L'affaire a été renvoyée en audience de règlement amiable et, par protocole en date du 4 juillet 2024, les cessionnaires se sont engagés notamment à acheter l'exploitation agricole pour une somme totale de 455 000 euros, le cédant s'engageant à vendre l'exploitation et à donner à bail à Mme [H] [D] des terres lui appartenant en propre par acte notarié. Cet accord leur imposait de réitérer leurs engagements par acte authentique au plus tard le 15 septembre 2024.
L'acte authentique n'ayant pas été conclu, l'affaire a été retenue à l'audience du 18 septembre 2024 à laquelle les cédants et la SAFER ont demandé à titre reconventionnel notamment la cessation de toute exploitation. Les cessionnaires n'ont pas comparu à cette audience.
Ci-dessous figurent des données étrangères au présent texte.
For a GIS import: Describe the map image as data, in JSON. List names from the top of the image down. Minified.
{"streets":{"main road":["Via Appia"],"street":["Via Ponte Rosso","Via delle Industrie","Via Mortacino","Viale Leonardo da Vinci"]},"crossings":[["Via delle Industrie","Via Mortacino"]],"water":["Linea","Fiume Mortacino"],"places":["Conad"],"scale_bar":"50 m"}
Par ordonnance du 2 octobre 2024, le juge des référés a :
- ordonné à la SCEA de cesser toute exploitation et de quitter l'exploitation située au lieu-dit '[Adresse 1]' sur la commune de [Localité 7], comprenant des bâtiments d'exploitation, des parcelles de terre (AO [Cadastre 1], [Cadastre 2], [Cadastre 3], [Cadastre 4], [Cadastre 5] et [Cadastre 6] pour la partie bâtie, AC numéros [Cadastre 7], [Cadastre 8], [Cadastre 9], [Cadastre 10], [Cadastre 11], [Cadastre 12], [Cadastre 13], [Cadastre 14], [Cadastre 15], [Cadastre 16], [Cadastre 17], [Cadastre 18], [Cadastre 19], [Cadastre 20], [Cadastre 21], [Cadastre 22], C numéros [Cadastre 23], [Cadastre 24], [Cadastre 25], [Cadastre 26] et [Cadastre 27] pour la partie non bâtie), un cheptel laitier, du matériel ainsi que les stocks de nourriture, dans un délai d'un mois à compter de la signification de la présente décision,
- dit que passé ce délai, la SCEA serait redevable d'une astreinte provisoire de 1 000 euros par jour de retard,
- autorisé, à défaut de libération volontaire des lieux, les cédants, s'ils l'estiment nécessaire et opportun, à engager la procédure d'expulsion, avec si besoin, l'assistance de la [Localité 8] publique,
- rejeté la demande d'expulsion de la maison d'habitation,
- condamné la SCEA à verser aux cédants la somme de 50 000 euros à titre de dommages et intérêts à valoir sur leur préjudice,
- condamné la SCEA à verser aux époux [M] la somme de 1 500 euros au titre de l'article 700 du code de procédure civile,
- condamné la SCEA à verser à l'EARL [M] la somme de 1 500 euros au titre de l'article 700 du code de procédure civile,
- condamné la SCEA à verser à la SAFER Pays de la [Localité 5] la somme de 1 500 euros au titre de l'article 700 du code de procédure civile,
- condamné la SCEA [F] [Localité 3] aux dépens.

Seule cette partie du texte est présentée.